Key differences from DNF:

  1. Each posting list entry stores a disjunction ID in addition to the CNF ID and annotation.
  2. When K matching lists are found for a CNF, a per-disjunction counter array is checked:
  3. Counter for disjunction d starts at −(number of ∉ predicates in d)
  4. Incremented by 1 for each entry found for d
  5. Set to 1 when an entry is found for d
  6. A CNF is satisfied only if all counters are non-zero (i.e. ≥ 1, or at least one was triggered for -only disjunctions)
  7. The K upper bound is not capped at |S| (a CNF can have more disjunctions than assignment keys).

Worked example with S = {A=1, C=2}, CNF c3 = (A∈{1}∨B∈{1}) ∧ (C∈{2}∨D∈{1}):

K=2 posting lists for S:
  (A,1): [c1∈0, c2∈0, c3∈0, c4∈0]
  (C,2): [c2∈0, c3∈1]

Processing c3:
  Counters = [0, 0]  (both disjunctions have no ∉ predicates)
  (A,1) entry for c3: disjunction 0, ∈  → Counter[0] = 1
  (C,2) entry for c3: disjunction 1, ∈  → Counter[1] = 1
  All counters > 0 → ✓ c3 SATISFIED

Scoring and Top-N Pruning

Weights are attached to each (attribute, value) key in the criteria. The score of a conjunction E against assignment S is:

Score_conj(E, S) = Σ  w_E(A,v) × w_S(A,v)
                 (A,v) ∈ IN(E) ∩ S

Where IN(E) = all keys from predicates of E (exclusions are not scored).

Criteria form Score definition
DNFCriteria max over all constituent conjunctions
CNFCriteria sum over all constituent disjunctions
UNFCriteria (AND) sum over sub-criteria and predicates
UNFCriteria (OR) max over sub-criteria and predicates

Top-N pruning: Each posting list head stores an upper bound UB(A,v) = max weight of (A,v) across all criteria. During search, if the sum of upper bounds for the current candidate is below the N-th highest score seen so far, the candidate and all subsequent candidates in that K-index can be skipped without evaluation.
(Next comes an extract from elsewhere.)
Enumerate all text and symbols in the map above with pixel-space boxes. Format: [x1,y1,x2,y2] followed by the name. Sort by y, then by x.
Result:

How the Java implementation maps to the paper

Paper concept Java class
Boolean Expression Criteria (abstract)
DNF BE DNFCriteria
CNF BE CNFCriteria
Conjunction Conjunction
Disjunction Disjunction
∈ predicate IncludedPredicate
∉ predicate ExcludedPredicate
Key (A,v) Key
Posting list entry (DNF) ConjunctionPostingEntry
Posting list entry (CNF) DisjunctionPostingEntry
Inverted index DNFInvertedIndex / CNFInvertedIndex
K-index partition Internal map keyed by size within DNFInvertedIndex
Conjunction Algorithm DNFMatcher
CNF Algorithm CNFMatcher
Assignment RequestContext (wraps a JsonNode)
Caveat evaluation CaveatEnforcer
Indexing entry point IndexingFacadeDNFIndexer / CNFIndexer
Search entry point SearchFacadeCriteriaSearchHandler
Brute-force scan Scanner
Anomaly detection Ratifier (compares SearchFacade vs Scanner)
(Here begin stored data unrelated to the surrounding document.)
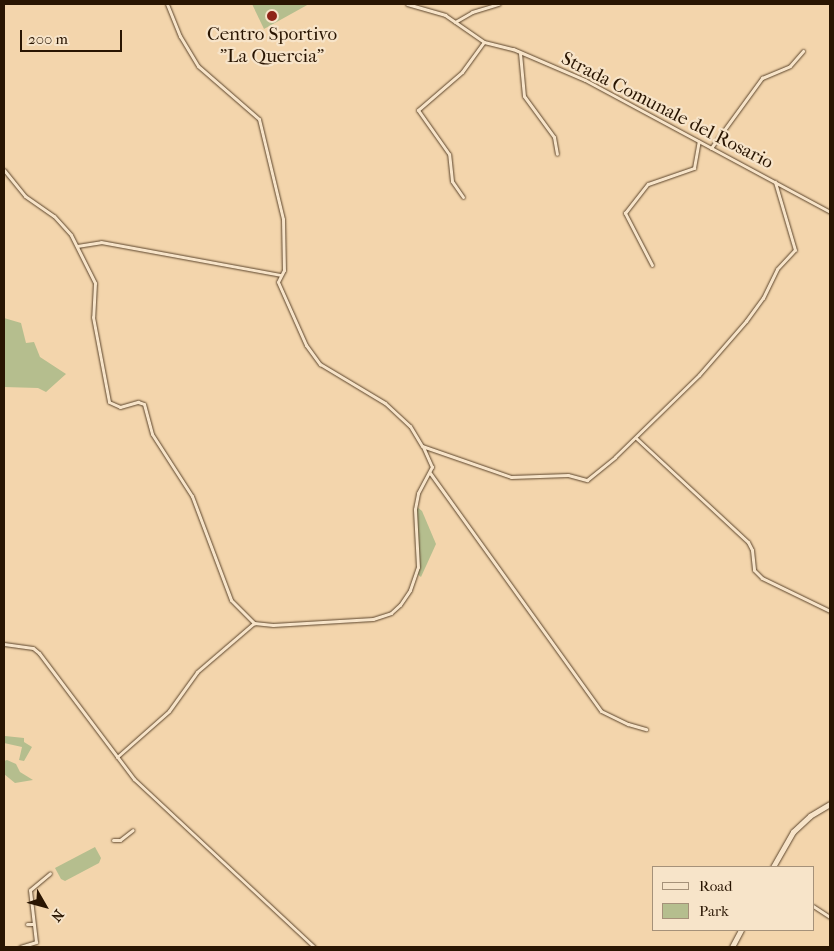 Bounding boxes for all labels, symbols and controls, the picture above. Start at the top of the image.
marker: Centro Sportivo "La Quercia" [266,10,278,22]
scale bar [22,20,125,52]
place label: Centro Sportivo "La Quercia" [207,24,337,68]
text: 200 m [28,30,68,48]
street label: Strada Comunale del Rosario [557,48,777,174]
legend [652,866,814,931]
text: Road [699,877,732,895]
north arrow [20,881,70,931]
text: Park [699,902,729,920]
text: N [47,906,67,925] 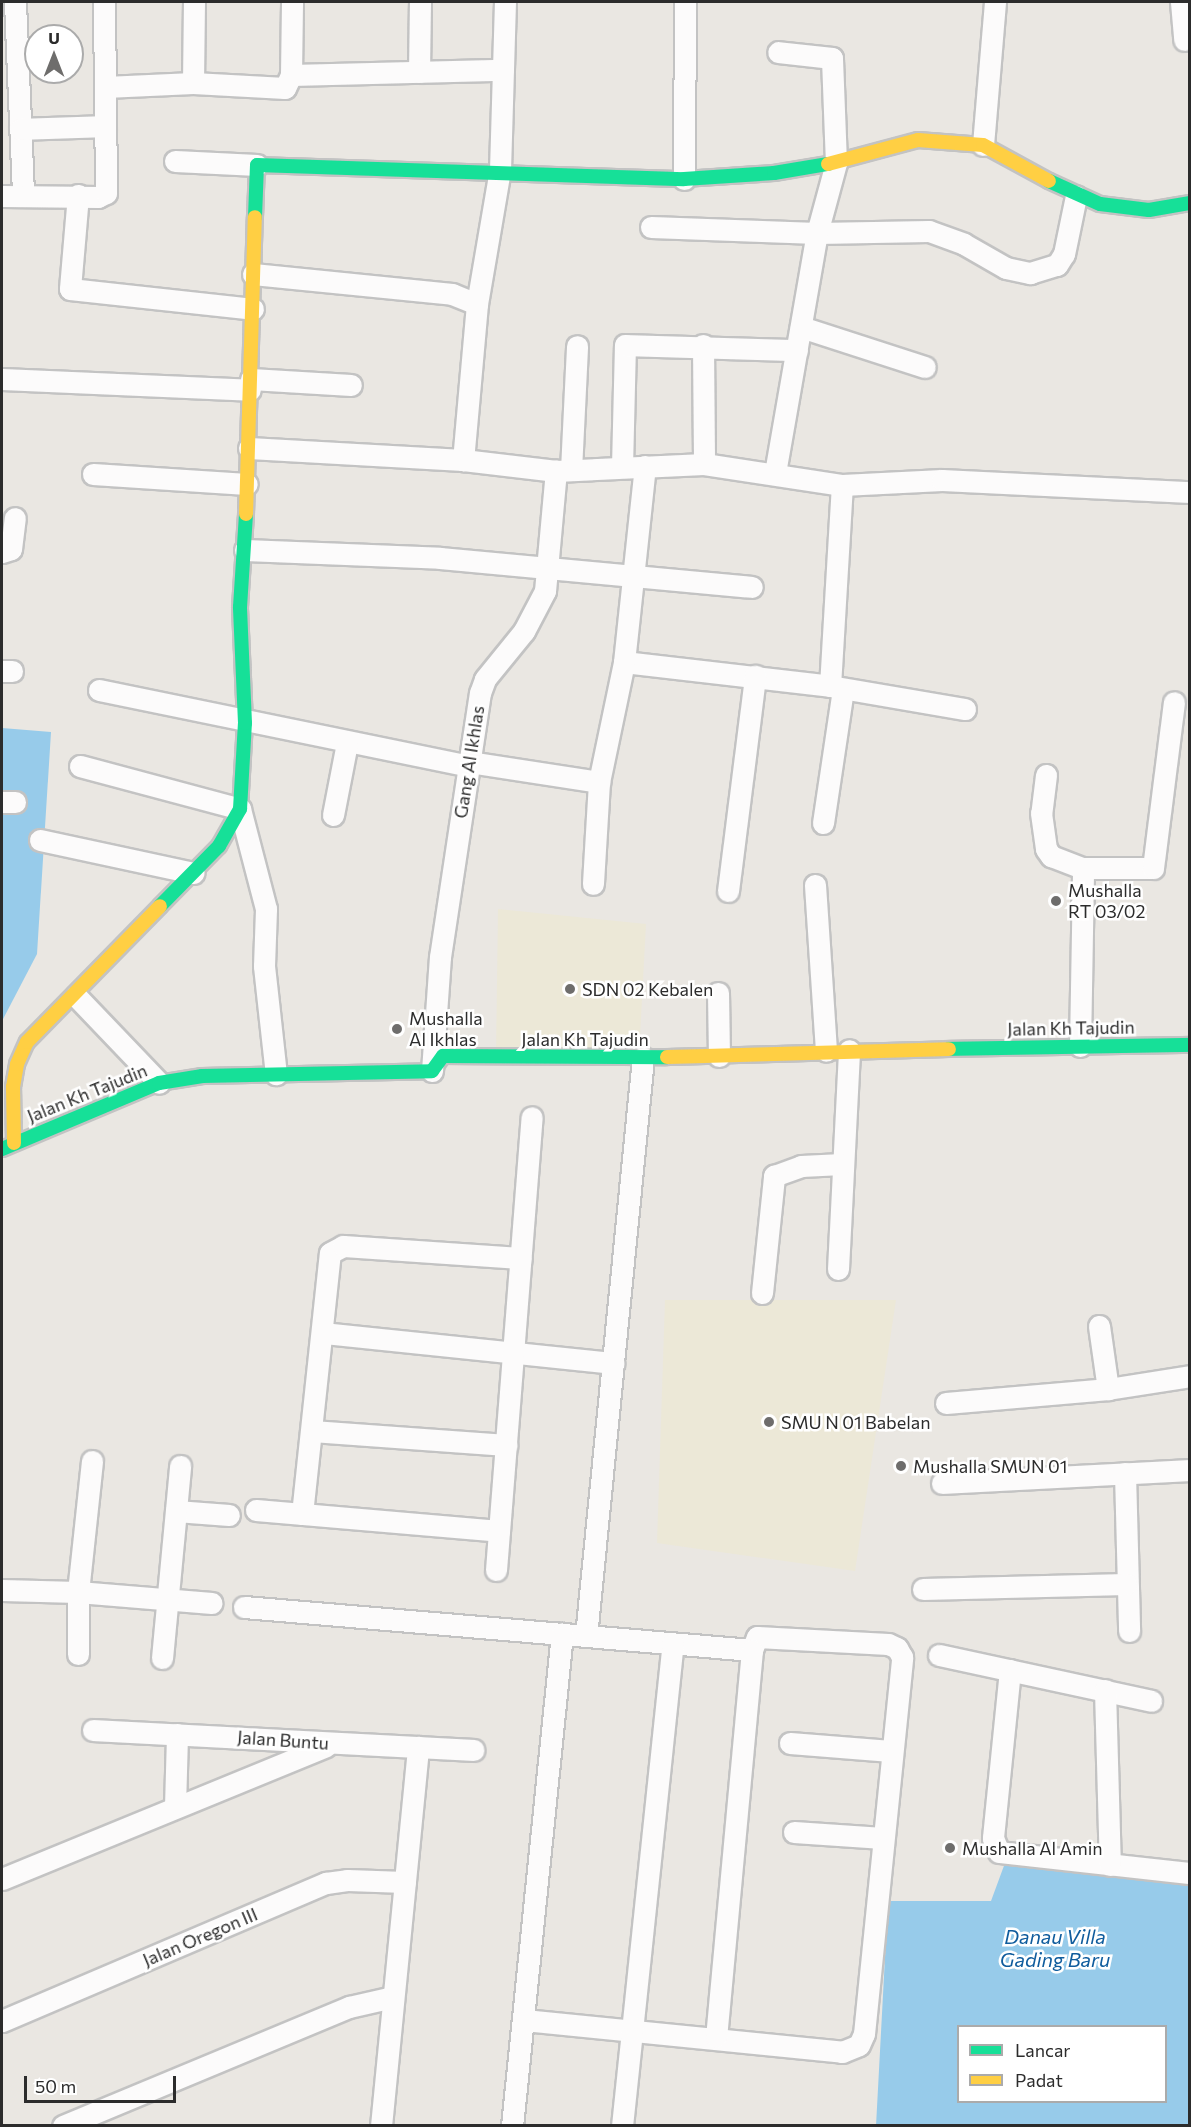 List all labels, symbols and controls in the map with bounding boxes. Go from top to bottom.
north arrow [24,24,84,84]
text: U [48,28,60,47]
street label: Gang Al Ikhlas [449,704,489,820]
place label: Mushalla RT 03/02 [1068,880,1145,922]
marker: Mushalla RT 03/02 [1049,894,1063,908]
place label: SDN 02 Kebalen [582,978,713,1000]
marker: SDN 02 Kebalen [563,982,577,996]
place label: Mushalla Al Ikhlas [409,1008,483,1050]
street label: Jalan Kh Tajudin [1007,1016,1135,1040]
marker: Mushalla Al Ikhlas [390,1022,404,1036]
street label: Jalan Kh Tajudin [521,1028,649,1050]
street label: Jalan Kh Tajudin [24,1059,150,1127]
place label: SMU N 01 Babelan [781,1411,931,1433]
marker: SMU N 01 Babelan [762,1415,776,1429]
place label: Mushalla SMUN 01 [913,1455,1067,1477]
marker: Mushalla SMUN 01 [894,1459,908,1473]
street label: Jalan Buntu [236,1726,330,1754]
place label: Mushalla Al Amin [962,1837,1103,1859]
marker: Mushalla Al Amin [943,1841,957,1855]
street label: Jalan Oregon III [139,1903,261,1971]
water label: Danau Villa Gading Baru [1000,1924,1110,1971]
legend [957,2025,1167,2103]
text: Lancar [1015,2039,1071,2061]
scale bar [27,2064,178,2102]
text: Padat [1015,2069,1063,2091]
text: 50 m [35,2075,76,2097]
Extensions beyond the paper

Mustang extends the core VLDB algorithm with:

  • Multi-caveat predicates: Beyond / equality, Mustang supports RANGE, REGEX, VERSIONING, SUBSET, SUPERSET, EQUALSET, EXISTENCE, NON_EXISTENCE — all evaluated by CaveatEnforcer after the posting-list merge identifies candidates.
  • PreOperations: Value transformation before predicate evaluation — e.g., x % 4, substring(x, 1, 3), dateExtract(x, YEAR).
  • UNFCriteria: Unrestricted Normal Form — arbitrary nesting of criteria trees, evaluated recursively without indexing (useful for low-cardinality rule sets or complex compositions).
  • Ratification: A background process that cross-checks the inverted index against a brute-force scan across a sample of possible assignments, detecting any indexing anomalies.
  • Similarity detection: Before indexing a new criteria, check what fraction of possible assignments it shares with already-indexed criteria.
  • Atomic index replacement: Build a new index under a temporary name, then atomically swap it into production — zero downtime rebuilds.